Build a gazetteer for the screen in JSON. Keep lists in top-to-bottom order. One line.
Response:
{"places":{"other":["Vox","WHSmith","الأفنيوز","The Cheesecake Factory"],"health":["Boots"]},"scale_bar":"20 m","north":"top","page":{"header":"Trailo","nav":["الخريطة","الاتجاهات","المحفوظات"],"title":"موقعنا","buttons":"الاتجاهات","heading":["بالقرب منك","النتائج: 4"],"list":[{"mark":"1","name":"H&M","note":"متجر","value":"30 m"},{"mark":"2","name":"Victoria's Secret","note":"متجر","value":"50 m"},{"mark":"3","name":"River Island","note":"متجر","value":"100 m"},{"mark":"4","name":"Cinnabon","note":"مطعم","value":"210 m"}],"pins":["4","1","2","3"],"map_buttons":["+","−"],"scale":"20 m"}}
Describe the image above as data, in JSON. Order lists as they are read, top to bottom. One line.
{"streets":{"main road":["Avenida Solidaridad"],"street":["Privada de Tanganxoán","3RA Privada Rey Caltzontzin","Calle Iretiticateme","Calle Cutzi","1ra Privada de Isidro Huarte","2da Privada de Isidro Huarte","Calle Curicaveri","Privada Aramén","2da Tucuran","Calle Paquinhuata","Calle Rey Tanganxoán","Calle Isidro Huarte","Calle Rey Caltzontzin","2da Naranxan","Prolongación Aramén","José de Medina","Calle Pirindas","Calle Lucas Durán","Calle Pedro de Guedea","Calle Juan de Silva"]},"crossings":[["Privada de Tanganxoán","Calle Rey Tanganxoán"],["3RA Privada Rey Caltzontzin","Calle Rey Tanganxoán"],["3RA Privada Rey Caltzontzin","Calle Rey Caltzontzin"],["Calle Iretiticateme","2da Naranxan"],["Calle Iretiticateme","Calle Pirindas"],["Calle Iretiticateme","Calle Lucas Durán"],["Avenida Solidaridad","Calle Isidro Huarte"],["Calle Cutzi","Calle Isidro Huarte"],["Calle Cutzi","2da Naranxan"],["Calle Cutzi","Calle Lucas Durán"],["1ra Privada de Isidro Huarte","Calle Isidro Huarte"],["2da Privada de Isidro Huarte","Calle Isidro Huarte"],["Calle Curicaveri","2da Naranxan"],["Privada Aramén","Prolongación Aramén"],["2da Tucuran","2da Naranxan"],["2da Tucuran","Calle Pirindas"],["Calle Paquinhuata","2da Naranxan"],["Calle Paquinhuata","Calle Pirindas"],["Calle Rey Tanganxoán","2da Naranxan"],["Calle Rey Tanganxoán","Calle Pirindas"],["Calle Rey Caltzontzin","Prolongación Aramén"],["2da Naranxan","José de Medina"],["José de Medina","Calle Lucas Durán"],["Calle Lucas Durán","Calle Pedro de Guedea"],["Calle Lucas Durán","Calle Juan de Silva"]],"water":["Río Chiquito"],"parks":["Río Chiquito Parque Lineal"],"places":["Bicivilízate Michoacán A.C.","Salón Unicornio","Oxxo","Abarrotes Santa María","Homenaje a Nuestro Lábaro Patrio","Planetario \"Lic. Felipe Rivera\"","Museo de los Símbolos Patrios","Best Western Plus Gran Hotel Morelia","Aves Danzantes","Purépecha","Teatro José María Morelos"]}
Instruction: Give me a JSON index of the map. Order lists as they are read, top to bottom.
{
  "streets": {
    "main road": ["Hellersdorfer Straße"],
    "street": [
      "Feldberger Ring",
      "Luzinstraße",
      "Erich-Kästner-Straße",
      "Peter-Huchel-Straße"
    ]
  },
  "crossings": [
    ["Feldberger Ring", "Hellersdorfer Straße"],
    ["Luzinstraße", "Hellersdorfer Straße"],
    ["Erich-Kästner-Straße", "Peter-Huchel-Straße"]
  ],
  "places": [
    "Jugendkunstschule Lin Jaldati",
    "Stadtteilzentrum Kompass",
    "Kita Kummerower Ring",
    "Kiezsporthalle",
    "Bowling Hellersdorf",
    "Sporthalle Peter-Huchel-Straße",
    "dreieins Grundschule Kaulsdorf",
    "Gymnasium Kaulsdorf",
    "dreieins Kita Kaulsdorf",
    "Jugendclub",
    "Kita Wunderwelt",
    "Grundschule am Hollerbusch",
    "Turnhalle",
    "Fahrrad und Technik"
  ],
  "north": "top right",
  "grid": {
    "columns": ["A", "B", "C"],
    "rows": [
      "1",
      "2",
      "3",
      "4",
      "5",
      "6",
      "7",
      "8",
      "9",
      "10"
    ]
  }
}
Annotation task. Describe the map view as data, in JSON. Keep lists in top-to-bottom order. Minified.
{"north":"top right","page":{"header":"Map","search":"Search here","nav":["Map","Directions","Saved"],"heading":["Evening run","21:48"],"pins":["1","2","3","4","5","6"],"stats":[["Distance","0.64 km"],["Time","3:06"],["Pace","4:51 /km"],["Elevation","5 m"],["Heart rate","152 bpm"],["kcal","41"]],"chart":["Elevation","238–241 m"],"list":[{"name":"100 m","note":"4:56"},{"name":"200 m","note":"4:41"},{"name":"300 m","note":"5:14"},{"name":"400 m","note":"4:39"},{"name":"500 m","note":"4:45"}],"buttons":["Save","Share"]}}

● **Exercise description**
Extract, from the material above, each line holding the word "dreieins".

● **Solution**
    "dreieins Grundschule Kaulsdorf",
    "dreieins Kita Kaulsdorf",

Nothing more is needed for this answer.